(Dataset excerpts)
····················
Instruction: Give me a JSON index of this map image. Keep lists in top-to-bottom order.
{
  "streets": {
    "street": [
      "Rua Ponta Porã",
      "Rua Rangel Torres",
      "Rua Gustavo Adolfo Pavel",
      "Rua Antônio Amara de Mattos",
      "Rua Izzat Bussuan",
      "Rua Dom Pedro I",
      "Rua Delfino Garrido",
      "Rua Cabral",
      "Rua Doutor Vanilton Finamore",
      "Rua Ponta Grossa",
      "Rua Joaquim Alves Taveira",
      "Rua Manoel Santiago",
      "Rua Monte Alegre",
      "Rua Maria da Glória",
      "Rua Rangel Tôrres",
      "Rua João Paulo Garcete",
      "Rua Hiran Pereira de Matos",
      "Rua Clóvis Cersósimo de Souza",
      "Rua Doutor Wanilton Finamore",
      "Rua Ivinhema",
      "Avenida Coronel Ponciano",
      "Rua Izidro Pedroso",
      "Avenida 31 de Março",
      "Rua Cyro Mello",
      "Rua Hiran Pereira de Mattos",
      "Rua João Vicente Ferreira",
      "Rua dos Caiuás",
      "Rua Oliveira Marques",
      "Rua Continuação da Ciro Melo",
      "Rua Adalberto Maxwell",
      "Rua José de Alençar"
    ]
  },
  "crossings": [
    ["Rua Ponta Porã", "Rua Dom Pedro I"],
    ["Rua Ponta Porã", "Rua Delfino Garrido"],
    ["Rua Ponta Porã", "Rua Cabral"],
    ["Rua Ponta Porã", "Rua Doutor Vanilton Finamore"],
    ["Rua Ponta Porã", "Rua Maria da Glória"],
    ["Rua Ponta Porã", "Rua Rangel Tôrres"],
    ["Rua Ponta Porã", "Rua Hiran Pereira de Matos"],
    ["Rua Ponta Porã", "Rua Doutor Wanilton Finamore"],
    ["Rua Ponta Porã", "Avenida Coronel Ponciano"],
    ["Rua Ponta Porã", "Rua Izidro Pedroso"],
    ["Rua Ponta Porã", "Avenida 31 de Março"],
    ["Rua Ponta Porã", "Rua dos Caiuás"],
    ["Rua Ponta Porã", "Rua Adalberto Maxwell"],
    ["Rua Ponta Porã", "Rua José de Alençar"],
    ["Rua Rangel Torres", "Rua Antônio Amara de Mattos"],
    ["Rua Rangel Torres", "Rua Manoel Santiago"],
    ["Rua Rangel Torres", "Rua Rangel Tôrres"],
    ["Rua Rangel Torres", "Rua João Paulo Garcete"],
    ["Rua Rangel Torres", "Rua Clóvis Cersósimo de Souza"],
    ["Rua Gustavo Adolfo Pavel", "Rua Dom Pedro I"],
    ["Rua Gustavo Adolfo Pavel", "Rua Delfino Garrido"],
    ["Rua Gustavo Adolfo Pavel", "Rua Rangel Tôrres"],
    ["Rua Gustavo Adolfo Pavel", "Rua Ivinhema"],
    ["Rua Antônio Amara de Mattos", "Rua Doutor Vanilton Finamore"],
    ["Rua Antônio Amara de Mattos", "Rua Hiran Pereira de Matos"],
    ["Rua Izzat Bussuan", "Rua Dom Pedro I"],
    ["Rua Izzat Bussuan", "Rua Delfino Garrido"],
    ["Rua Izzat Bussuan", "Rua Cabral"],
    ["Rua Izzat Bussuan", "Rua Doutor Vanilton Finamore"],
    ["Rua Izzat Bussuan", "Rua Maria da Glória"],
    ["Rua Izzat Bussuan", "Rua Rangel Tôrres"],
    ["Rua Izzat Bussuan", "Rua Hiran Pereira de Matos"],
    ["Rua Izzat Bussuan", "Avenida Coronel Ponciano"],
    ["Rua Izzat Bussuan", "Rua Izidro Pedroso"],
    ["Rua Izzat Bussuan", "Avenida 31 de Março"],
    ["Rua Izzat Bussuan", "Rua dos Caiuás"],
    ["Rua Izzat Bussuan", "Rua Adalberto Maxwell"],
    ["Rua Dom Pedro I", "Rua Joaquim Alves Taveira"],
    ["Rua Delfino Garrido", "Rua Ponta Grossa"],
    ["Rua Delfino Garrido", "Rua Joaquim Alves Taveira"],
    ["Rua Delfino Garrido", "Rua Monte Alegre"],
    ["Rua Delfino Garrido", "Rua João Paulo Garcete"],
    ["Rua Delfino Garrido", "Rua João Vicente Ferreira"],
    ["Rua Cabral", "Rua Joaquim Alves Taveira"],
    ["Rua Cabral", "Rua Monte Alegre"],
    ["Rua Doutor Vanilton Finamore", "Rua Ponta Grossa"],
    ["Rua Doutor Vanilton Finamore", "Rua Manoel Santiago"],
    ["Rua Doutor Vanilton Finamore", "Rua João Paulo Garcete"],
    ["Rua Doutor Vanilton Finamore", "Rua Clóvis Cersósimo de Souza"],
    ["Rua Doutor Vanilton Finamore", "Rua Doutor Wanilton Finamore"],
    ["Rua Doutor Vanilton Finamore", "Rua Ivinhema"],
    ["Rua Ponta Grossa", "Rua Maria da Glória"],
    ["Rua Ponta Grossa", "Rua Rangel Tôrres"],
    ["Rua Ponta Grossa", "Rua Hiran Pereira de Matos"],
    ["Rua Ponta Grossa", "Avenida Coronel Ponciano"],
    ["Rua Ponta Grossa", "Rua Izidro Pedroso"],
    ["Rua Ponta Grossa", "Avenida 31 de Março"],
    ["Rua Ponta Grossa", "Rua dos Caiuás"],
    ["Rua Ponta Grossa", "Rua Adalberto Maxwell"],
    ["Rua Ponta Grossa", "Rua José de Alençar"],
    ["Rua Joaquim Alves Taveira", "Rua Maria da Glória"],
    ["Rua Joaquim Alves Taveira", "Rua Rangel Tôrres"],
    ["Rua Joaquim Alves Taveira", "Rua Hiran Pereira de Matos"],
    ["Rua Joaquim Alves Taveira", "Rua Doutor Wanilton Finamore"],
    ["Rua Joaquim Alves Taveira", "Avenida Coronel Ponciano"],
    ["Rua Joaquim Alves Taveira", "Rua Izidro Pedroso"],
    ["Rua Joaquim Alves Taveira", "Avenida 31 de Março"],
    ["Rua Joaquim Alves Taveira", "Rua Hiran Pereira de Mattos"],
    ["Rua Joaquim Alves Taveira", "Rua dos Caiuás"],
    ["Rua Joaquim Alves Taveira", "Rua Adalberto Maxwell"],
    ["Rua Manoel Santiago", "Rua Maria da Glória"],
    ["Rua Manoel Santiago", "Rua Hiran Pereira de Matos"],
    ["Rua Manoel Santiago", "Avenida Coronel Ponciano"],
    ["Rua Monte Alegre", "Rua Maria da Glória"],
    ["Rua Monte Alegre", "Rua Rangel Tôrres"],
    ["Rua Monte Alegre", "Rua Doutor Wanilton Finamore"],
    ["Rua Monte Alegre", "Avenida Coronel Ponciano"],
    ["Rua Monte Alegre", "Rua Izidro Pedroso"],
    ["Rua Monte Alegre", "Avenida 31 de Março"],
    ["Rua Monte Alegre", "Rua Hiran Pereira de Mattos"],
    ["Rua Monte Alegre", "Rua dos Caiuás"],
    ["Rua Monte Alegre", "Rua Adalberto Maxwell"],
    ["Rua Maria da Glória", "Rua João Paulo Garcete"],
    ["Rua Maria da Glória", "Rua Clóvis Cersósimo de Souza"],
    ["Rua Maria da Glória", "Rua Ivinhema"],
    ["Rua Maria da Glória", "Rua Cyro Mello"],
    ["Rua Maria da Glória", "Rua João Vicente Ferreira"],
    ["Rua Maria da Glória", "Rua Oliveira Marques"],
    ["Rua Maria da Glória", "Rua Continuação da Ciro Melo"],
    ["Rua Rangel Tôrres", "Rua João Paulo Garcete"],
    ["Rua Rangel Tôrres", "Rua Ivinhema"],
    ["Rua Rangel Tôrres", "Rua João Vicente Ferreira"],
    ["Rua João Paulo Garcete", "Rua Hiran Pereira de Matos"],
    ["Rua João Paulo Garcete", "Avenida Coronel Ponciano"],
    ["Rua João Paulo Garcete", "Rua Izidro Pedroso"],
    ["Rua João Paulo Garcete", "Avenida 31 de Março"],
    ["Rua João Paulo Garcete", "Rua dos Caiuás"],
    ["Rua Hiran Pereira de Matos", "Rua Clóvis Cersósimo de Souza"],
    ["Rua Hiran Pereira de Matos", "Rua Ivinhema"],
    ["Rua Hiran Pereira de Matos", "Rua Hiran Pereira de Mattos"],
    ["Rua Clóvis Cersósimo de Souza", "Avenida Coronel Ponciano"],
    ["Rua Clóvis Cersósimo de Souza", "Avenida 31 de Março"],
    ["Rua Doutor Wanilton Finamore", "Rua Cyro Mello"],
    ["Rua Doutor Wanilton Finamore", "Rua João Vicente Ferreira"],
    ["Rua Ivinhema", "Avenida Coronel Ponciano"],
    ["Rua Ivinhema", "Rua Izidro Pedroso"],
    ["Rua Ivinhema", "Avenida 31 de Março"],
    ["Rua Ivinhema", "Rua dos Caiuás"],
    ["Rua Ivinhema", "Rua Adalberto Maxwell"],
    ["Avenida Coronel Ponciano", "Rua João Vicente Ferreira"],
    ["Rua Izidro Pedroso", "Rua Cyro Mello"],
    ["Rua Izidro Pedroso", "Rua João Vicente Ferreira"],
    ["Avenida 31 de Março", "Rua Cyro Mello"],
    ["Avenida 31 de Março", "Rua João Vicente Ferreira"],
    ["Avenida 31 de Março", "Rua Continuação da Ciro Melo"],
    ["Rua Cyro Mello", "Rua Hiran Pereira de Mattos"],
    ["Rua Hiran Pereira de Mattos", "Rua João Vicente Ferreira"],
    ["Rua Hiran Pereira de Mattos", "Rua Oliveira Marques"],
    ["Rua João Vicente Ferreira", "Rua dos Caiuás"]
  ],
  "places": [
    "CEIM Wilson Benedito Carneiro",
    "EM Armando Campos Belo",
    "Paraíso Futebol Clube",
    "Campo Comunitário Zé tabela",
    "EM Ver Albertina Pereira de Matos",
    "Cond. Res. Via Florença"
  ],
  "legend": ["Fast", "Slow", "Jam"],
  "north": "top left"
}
····················
Instructions to follow – Pull out all lines from the entries above in which the word "Melo" appears.

Finished exercise –
      "Rua Continuação da Ciro Melo",
    ["Rua Maria da Glória", "Rua Continuação da Ciro Melo"],
    ["Avenida 31 de Março", "Rua Continuação da Ciro Melo"],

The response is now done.